(RECORDS FOR THIS EXERCISE)

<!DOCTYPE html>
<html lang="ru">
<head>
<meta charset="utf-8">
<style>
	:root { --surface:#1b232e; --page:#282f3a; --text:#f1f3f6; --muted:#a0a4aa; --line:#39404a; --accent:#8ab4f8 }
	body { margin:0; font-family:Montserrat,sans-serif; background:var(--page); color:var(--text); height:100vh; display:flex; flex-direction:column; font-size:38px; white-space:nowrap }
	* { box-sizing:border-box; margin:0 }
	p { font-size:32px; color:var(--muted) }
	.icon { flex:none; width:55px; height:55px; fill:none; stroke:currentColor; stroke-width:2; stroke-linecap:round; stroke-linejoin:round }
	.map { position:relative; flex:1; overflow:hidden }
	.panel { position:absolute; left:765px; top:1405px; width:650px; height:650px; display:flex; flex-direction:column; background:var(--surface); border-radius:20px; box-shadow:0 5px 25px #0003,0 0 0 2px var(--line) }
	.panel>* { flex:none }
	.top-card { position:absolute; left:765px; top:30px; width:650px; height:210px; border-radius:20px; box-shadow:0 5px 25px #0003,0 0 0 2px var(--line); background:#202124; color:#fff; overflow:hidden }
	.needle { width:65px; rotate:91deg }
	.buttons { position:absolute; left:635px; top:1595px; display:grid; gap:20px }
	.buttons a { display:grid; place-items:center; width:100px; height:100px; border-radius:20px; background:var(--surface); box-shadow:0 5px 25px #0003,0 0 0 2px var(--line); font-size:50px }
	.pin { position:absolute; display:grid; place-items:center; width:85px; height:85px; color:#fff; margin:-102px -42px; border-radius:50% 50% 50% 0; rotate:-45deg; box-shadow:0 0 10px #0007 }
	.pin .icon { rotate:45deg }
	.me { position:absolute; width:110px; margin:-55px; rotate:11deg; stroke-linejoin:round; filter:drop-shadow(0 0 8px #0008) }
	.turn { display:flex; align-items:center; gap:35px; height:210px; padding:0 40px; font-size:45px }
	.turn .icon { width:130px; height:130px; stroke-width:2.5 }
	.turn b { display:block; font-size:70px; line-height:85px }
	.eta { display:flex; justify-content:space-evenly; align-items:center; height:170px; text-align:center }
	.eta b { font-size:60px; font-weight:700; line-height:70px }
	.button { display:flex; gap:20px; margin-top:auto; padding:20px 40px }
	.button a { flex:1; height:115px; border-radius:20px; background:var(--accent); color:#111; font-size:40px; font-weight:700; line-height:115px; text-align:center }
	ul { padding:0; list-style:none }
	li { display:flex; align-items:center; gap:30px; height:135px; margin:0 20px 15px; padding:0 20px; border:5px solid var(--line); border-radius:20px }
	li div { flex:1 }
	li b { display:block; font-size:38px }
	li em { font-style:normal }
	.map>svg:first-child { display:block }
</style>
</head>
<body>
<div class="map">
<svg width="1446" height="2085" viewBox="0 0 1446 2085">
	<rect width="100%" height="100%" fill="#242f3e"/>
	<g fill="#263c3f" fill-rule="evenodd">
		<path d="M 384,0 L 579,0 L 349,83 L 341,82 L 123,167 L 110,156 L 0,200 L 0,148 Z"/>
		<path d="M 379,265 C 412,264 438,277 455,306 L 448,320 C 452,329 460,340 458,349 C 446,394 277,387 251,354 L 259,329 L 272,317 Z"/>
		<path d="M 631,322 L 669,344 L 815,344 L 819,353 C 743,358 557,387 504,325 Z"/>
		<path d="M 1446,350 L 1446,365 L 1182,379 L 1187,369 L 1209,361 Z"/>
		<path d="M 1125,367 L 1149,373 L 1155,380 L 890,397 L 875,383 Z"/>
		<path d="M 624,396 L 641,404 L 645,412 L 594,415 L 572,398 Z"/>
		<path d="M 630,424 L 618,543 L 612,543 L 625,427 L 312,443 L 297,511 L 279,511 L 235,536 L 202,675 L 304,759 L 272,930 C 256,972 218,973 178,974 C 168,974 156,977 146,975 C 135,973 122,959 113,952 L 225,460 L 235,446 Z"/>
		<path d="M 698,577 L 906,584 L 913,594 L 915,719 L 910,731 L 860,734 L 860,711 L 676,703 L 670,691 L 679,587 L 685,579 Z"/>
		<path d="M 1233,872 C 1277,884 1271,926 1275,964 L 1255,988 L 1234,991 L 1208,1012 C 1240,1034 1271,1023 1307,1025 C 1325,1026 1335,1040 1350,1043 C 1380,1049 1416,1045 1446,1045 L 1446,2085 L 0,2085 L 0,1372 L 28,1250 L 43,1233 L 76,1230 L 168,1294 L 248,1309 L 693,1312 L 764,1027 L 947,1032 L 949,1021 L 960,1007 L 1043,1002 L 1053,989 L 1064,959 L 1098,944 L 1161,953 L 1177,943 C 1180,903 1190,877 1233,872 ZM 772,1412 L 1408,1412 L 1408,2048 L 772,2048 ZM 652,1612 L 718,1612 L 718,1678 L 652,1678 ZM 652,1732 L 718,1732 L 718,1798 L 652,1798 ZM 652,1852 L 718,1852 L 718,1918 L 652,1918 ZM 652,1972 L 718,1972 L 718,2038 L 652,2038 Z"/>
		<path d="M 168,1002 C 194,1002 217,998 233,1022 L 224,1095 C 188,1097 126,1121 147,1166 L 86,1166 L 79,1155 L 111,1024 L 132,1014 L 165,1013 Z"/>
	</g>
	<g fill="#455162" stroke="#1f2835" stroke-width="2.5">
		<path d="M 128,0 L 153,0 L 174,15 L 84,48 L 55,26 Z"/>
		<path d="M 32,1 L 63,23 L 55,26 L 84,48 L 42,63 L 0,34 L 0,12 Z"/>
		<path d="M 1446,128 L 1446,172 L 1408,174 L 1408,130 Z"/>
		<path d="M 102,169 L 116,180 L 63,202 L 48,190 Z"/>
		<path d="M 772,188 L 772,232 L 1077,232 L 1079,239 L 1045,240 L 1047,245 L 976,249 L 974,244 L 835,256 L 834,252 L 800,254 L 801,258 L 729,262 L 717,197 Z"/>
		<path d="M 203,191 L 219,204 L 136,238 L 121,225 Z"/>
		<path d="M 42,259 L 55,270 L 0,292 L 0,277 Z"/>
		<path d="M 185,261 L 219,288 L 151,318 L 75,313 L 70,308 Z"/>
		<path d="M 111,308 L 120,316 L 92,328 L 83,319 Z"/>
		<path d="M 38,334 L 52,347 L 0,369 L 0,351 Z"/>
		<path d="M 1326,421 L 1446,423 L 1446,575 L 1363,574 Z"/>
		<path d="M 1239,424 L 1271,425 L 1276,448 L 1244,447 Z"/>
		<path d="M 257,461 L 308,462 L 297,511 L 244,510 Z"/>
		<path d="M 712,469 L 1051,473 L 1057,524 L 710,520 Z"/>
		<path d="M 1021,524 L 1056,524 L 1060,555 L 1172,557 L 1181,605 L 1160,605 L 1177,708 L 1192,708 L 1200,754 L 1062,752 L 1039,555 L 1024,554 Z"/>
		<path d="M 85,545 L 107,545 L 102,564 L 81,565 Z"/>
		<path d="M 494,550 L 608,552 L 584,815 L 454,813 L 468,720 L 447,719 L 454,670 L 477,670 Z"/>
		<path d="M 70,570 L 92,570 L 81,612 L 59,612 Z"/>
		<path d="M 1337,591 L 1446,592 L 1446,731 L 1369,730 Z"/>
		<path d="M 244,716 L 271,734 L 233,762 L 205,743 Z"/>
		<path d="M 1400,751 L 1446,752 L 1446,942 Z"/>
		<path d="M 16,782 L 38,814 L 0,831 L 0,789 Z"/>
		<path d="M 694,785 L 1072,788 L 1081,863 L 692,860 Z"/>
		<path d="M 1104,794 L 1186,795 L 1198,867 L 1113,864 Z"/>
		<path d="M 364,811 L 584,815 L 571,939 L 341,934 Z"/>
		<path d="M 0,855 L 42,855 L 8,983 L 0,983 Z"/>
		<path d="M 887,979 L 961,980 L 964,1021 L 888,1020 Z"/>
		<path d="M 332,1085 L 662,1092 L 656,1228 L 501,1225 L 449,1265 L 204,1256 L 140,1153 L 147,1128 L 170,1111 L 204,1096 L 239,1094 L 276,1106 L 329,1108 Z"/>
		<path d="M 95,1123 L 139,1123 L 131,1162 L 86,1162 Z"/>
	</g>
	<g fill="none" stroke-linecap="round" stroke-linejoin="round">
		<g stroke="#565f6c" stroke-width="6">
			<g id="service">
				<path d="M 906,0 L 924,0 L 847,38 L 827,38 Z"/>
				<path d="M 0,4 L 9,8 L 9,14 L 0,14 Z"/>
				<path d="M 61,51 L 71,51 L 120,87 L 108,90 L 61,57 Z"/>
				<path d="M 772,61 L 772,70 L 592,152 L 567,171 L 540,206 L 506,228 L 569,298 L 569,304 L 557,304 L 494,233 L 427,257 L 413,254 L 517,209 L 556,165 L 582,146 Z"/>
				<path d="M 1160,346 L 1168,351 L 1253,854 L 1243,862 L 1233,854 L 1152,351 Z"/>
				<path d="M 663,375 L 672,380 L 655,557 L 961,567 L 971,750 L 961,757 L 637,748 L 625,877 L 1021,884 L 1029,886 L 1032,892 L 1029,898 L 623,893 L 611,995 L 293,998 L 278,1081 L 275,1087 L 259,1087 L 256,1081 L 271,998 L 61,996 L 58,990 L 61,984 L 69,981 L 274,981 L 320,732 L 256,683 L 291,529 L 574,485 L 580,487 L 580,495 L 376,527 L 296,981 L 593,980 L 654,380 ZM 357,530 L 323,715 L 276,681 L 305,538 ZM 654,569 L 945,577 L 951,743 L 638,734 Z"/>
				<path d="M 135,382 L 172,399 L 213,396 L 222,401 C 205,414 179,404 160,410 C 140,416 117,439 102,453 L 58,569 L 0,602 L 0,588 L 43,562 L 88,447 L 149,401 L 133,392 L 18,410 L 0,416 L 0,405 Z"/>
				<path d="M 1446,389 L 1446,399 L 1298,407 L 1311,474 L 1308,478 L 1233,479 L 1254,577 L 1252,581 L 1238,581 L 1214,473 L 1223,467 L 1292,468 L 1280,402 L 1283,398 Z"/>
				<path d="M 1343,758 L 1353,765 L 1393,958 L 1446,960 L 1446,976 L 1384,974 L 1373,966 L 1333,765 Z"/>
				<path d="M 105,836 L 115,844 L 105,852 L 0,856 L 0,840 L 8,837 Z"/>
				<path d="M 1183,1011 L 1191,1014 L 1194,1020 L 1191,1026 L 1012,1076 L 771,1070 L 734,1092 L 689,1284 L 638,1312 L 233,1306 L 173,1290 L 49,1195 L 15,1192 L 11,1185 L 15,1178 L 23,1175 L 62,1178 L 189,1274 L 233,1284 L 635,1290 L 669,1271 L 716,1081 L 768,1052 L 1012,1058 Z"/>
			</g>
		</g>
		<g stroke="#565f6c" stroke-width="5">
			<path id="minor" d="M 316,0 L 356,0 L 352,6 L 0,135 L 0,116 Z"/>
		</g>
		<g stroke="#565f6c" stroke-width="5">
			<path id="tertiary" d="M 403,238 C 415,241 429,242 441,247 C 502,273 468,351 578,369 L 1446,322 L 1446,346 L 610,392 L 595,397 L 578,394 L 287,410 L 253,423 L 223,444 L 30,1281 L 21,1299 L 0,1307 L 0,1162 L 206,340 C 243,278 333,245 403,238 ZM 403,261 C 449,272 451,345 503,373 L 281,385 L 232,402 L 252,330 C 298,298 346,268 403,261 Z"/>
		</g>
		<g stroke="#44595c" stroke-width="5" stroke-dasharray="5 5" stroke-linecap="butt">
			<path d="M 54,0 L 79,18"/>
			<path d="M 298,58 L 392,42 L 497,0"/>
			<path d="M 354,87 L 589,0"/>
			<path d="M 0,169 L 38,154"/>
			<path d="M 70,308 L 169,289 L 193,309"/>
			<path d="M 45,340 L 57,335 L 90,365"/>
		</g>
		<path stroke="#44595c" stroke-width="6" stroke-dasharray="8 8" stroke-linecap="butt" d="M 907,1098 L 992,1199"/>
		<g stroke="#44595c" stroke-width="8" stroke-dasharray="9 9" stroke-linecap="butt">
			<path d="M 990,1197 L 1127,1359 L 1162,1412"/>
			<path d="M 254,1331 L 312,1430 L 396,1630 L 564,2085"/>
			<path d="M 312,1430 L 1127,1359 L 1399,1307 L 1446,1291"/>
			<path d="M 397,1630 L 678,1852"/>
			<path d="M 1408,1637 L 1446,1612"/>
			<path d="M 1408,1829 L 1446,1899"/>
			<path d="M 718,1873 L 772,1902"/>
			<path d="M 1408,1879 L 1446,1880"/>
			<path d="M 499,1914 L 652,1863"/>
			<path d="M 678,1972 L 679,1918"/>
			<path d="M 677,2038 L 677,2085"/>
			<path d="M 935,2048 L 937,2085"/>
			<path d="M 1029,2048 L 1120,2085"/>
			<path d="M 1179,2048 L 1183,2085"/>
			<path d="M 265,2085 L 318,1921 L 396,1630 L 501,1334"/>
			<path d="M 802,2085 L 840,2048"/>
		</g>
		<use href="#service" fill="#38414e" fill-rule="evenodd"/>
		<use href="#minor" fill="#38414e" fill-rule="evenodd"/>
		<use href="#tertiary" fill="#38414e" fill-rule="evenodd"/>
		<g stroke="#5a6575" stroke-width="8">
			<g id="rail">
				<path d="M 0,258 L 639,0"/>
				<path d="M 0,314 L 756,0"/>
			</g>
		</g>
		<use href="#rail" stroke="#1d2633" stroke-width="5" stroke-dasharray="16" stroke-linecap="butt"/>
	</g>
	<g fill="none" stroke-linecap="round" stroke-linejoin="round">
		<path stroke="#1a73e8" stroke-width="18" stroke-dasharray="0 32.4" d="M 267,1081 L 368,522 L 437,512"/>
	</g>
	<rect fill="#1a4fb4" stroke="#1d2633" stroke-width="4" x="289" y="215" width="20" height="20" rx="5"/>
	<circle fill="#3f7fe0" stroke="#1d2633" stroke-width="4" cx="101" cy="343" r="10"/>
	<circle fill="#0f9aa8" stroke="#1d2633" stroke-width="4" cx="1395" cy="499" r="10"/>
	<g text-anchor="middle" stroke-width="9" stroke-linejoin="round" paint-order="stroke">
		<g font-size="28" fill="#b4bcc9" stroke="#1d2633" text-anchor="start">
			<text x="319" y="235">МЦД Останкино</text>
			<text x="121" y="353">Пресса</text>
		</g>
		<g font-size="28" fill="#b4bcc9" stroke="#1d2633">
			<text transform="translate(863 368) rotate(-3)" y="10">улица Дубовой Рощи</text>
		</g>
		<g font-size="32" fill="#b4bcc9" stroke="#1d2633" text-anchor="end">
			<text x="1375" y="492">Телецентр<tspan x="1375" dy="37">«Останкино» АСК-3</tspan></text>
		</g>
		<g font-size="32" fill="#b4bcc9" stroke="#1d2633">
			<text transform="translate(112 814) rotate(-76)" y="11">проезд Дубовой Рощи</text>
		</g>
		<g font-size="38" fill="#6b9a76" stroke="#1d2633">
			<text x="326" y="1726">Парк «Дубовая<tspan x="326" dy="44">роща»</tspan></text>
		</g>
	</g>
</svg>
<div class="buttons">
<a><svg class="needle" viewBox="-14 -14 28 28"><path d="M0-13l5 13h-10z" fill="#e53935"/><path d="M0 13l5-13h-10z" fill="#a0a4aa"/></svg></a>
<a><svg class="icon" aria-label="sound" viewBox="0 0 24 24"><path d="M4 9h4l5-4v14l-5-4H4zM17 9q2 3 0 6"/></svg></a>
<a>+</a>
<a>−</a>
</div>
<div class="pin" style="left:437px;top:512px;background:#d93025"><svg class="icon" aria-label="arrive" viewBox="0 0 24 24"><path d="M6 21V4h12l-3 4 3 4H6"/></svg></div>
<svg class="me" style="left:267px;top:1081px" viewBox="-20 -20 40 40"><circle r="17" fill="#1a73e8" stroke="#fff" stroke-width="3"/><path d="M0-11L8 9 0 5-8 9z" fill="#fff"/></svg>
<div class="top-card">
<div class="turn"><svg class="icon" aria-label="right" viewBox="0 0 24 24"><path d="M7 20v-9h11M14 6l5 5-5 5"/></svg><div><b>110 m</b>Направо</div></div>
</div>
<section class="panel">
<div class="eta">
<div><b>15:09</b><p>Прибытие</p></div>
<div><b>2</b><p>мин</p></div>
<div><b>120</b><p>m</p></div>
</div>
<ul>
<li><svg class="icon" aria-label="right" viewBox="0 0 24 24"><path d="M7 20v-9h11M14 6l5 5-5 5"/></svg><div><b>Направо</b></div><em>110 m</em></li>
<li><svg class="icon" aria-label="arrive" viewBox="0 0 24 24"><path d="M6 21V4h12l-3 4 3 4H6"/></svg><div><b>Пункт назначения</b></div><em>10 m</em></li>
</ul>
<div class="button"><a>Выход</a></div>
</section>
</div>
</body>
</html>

(End RECORDS FOR THIS EXERCISE)

WHAT TO DO: Please return every line from the material above where the string "space" occurs.

SOLVED PROBLEM:
	body { margin:0; font-family:Montserrat,sans-serif; background:var(--page); color:var(--text); height:100vh; display:flex; flex-direction:column; font-size:38px; white-space:nowrap }
	.eta { display:flex; justify-content:space-evenly; align-items:center; height:170px; text-align:center }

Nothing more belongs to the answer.